** Supplied entries follows **
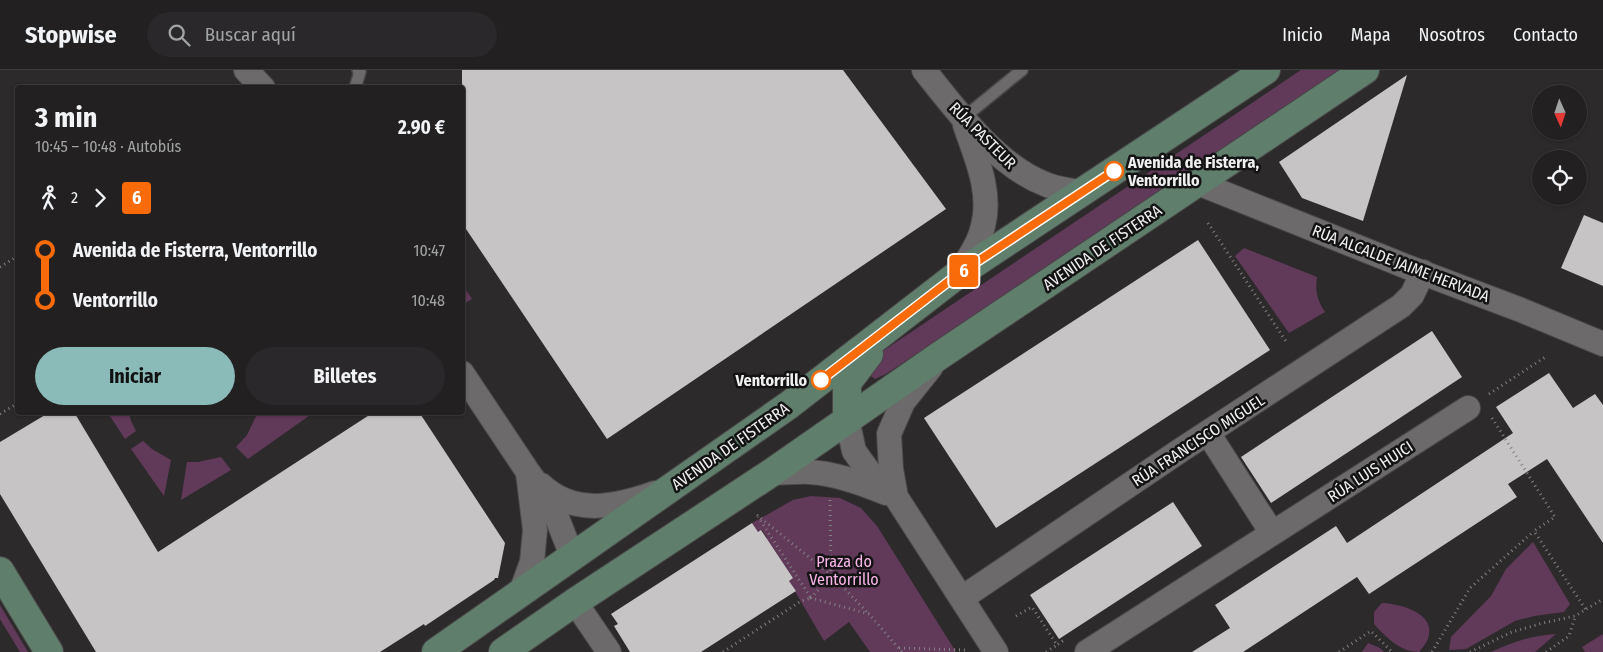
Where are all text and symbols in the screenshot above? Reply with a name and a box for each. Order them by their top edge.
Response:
search box [147,12,497,57]
text: Stopwise [25,21,117,49]
icon: search [165,21,193,49]
text: Buscar aquí [205,23,296,46]
text: Inicio [1282,24,1323,46]
text: Mapa [1351,24,1391,46]
text: Nosotros [1419,24,1485,46]
text: Contacto [1513,24,1578,46]
north arrow [1532,85,1588,140]
map controls [1532,85,1587,205]
street label: RÚA PASTEUR [945,98,1020,173]
text: 3 min [35,101,97,134]
text: 2.90 € [398,116,445,139]
text: 10:45 – 10:48 · Autobús [35,137,181,156]
button: locate [1532,150,1587,205]
place label: Avenida de Fisterra, Ventorrillo [1127,153,1259,190]
marker: Avenida de Fisterra, Ventorrillo [1104,161,1124,181]
icon: walk [35,184,63,212]
icon: forward [86,184,114,212]
text: 6 [132,187,141,209]
text: 2 [71,188,78,207]
street label: AVENIDA DE FISTERRA [1039,200,1166,294]
street label: RÚA ALCALDE JAIME HERVADA [1310,221,1493,306]
text: Avenida de Fisterra, Ventorrillo [73,239,317,262]
text: 10:47 [413,241,445,260]
line badge: 6 [948,255,980,287]
text: 6 [959,260,969,282]
text: Ventorrillo [73,289,158,312]
text: 10:48 [411,291,445,310]
button: Iniciar [35,347,235,405]
button: Billetes [245,347,445,405]
marker: Ventorrillo [811,370,831,390]
place label: Ventorrillo [735,371,807,390]
street label: RÚA FRANCISCO MIGUEL [1128,390,1268,490]
street label: AVENIDA DE FISTERRA [668,398,793,494]
street label: RÚA LUIS HUICI [1324,437,1416,506]
park label: Praza do Ventorrillo [809,552,879,589]

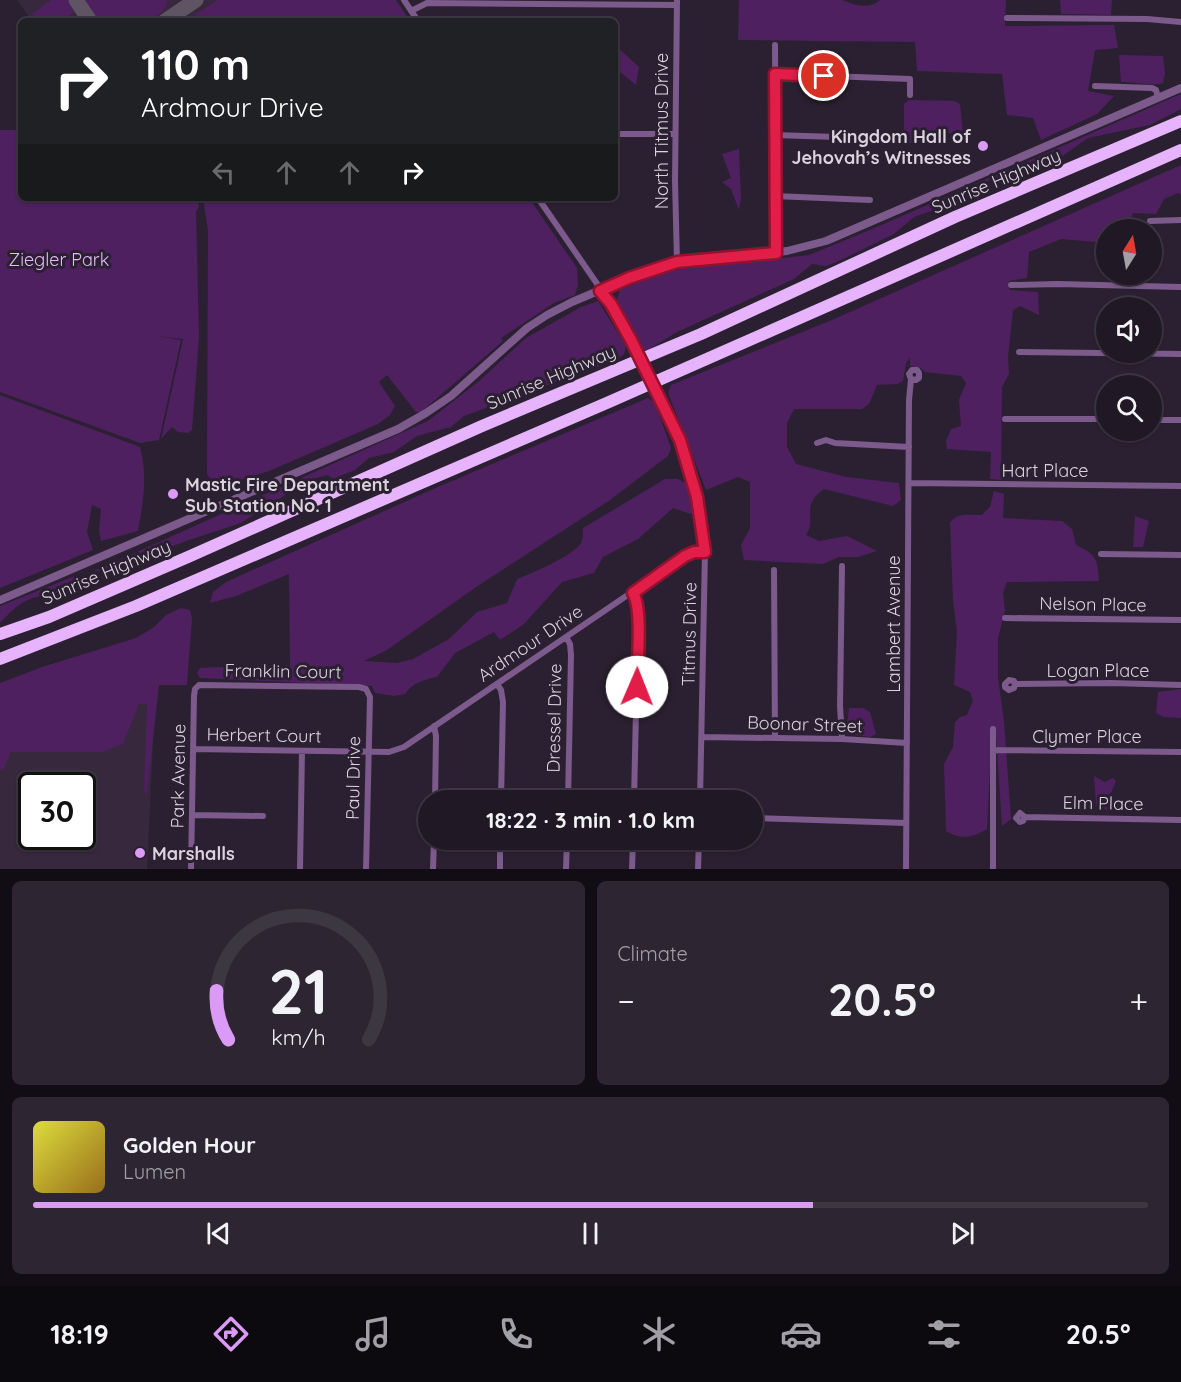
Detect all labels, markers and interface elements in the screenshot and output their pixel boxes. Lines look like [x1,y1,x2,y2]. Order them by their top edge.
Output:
** End of Supplied entries **
■ **What needs to be done**:
From the records, copy every line that has the string "edge" in it.

■ **Result of the task**:
Where are all text and symbols in the screenshot above? Reply with a name and a box for each. Order them by their top edge.
Detect all labels, markers and interface elements in the screenshot and output their pixel boxes. Lines look like [x1,y1,x2,y2]. Order them by their top edge.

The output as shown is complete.